You left a big gate open there dude. As an American you may have been led to believe that peanut butter is a weird gooey substance with sugar in it. A friend of mine was once asked by one of your compatriots if Edinburgh is 'in Paris'. There may be many other things.
This ain't my first rodeo around here. I knew I was opening a gate. My mistake was overestimating the gentlemen in this forum, by assuming they were above taking easy cheap shots at things sacred to me such as my religion, my nationality, and peanut butter.
This ain't my first rodeo around here. I knew I was opening a gate. My mistake was overestimating the gentlemen in this forum, by assuming they were above taking easy cheap shots at things sacred to me such as my religion, my nationality, and peanut butter.
I'm sorry, but what passes for peanut butter in the US is an abomination. When Hollywood stops trying to populate history with Americans maybe us Europeans will give you all a break. Oh and for sending that orange cretin over here to be rude to the Queen and disrespect the dead. Maybe we'll get to the friendly insults stage the UK now has with France, hamsters, elderberries and rosbif.

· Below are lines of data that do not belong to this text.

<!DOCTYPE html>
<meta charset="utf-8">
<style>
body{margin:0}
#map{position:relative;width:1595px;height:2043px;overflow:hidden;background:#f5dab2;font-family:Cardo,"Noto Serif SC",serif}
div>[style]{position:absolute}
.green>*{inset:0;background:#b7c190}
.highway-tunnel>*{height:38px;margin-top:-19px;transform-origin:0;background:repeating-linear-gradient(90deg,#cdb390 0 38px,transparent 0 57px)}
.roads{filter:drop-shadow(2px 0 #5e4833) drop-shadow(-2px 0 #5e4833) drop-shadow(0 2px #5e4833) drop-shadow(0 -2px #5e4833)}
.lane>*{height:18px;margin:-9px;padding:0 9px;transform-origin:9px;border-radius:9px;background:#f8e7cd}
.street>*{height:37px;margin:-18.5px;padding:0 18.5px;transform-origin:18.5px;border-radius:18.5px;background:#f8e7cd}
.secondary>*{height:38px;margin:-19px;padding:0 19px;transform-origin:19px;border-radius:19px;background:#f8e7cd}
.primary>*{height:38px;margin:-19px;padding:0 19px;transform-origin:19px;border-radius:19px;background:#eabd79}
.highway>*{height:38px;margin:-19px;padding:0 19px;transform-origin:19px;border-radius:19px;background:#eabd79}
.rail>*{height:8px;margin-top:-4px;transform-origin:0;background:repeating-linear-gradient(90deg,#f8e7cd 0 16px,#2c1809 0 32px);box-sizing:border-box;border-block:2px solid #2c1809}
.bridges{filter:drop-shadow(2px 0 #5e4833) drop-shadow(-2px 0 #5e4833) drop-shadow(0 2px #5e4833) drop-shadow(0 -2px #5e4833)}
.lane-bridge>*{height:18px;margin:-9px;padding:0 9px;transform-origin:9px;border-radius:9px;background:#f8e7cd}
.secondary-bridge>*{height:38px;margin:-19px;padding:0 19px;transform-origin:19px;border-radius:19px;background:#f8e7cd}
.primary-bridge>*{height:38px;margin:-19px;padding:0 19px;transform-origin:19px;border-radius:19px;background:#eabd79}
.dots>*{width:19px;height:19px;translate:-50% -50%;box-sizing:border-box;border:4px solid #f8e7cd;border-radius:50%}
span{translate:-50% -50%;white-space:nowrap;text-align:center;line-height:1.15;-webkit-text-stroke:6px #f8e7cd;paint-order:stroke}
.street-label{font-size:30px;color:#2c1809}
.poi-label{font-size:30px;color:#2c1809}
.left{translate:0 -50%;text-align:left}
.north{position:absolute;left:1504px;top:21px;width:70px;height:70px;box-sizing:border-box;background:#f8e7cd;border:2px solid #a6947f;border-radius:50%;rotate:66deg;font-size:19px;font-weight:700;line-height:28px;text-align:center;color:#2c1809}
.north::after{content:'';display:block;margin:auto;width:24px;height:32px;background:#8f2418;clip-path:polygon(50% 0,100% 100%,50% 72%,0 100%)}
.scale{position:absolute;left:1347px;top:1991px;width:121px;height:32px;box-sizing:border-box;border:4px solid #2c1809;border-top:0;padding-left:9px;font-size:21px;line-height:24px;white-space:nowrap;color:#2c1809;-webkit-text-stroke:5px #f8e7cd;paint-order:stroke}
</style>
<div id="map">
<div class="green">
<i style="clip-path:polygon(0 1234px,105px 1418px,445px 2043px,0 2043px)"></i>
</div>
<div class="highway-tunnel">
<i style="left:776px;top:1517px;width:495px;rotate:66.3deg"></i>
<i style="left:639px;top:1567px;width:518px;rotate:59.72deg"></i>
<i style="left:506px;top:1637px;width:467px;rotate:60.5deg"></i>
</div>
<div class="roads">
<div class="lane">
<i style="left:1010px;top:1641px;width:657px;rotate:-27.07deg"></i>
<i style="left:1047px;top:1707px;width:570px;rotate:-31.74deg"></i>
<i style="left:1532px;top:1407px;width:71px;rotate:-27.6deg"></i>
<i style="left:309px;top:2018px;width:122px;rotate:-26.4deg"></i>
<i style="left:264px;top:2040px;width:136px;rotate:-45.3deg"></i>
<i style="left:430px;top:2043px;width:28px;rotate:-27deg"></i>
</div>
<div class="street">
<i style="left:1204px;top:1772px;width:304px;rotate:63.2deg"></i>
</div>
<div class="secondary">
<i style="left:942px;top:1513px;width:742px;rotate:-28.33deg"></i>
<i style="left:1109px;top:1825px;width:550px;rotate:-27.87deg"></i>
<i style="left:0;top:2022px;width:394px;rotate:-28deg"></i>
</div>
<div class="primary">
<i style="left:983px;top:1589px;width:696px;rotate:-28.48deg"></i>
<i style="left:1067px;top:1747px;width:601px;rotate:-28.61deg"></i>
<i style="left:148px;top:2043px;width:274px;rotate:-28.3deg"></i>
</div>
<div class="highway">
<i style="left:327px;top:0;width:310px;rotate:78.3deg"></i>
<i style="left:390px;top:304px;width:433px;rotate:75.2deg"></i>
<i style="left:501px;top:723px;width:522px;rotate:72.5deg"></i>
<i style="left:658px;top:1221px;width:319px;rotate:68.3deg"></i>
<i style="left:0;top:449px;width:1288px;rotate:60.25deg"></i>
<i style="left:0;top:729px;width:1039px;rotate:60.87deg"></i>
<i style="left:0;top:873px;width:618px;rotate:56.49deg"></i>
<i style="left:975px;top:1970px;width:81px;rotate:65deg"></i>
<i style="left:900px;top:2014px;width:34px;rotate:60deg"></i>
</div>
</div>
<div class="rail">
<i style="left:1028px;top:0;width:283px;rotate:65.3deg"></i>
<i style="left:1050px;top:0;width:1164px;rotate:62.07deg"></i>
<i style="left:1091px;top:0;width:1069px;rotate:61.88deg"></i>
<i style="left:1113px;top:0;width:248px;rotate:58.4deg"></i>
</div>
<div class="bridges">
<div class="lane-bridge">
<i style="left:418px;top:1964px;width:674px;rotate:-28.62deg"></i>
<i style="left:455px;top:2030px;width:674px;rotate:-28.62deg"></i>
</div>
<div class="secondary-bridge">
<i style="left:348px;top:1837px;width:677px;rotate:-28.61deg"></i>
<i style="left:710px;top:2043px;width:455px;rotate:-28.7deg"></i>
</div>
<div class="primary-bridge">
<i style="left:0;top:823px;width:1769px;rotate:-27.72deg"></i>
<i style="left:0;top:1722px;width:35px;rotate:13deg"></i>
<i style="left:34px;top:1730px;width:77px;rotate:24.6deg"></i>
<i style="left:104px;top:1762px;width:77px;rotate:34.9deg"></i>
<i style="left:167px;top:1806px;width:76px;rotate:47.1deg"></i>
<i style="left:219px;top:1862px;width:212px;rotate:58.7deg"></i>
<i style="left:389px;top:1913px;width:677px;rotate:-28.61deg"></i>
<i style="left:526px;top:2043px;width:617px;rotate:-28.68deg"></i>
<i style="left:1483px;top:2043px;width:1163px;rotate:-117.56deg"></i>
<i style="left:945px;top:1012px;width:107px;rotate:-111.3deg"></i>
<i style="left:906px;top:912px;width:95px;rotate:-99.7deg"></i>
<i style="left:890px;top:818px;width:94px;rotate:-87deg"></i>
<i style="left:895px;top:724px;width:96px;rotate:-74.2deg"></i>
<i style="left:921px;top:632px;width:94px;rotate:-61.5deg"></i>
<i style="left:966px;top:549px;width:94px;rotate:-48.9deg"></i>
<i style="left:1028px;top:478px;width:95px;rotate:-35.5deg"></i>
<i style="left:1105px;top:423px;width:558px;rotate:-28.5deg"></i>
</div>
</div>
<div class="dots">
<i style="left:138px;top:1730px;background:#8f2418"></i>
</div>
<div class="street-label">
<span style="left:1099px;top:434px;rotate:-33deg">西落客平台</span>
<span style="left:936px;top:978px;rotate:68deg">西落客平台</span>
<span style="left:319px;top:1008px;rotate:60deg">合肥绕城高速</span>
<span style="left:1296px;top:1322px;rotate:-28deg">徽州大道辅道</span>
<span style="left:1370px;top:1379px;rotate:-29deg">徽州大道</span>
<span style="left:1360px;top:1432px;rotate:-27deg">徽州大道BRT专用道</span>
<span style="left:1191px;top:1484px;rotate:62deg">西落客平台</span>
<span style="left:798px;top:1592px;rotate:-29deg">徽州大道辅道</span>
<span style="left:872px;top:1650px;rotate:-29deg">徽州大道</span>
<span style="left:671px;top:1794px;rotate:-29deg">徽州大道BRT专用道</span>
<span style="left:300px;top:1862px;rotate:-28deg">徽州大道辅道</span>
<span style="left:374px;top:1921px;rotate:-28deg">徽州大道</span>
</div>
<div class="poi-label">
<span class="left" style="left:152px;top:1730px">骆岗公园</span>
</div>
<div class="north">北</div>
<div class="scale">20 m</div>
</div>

The most common ones in the US are mostly roasted peanuts with some sugar and salt, which is the original recipe. There are low levels of emulsifiers added to inhibit separation, and while I can see why someone might prefer the exercise of stirring the jar I hardly think that not having to do it is all that bad, and it's easy to find the kind that separates. In fact, the sugar was added to the originally patented recipe specifically to firm it up some.
It was invented in Canada, and IIRC the stuff I've eaten in Ontario isn't much different than what I get in the States. It seems to me that if the stuff in the UK is so different that one is an abomination of the other, then the original variety is the standard.
I think the invention of Vegemite makes Australia absolutely deserving of being larger than Greenland.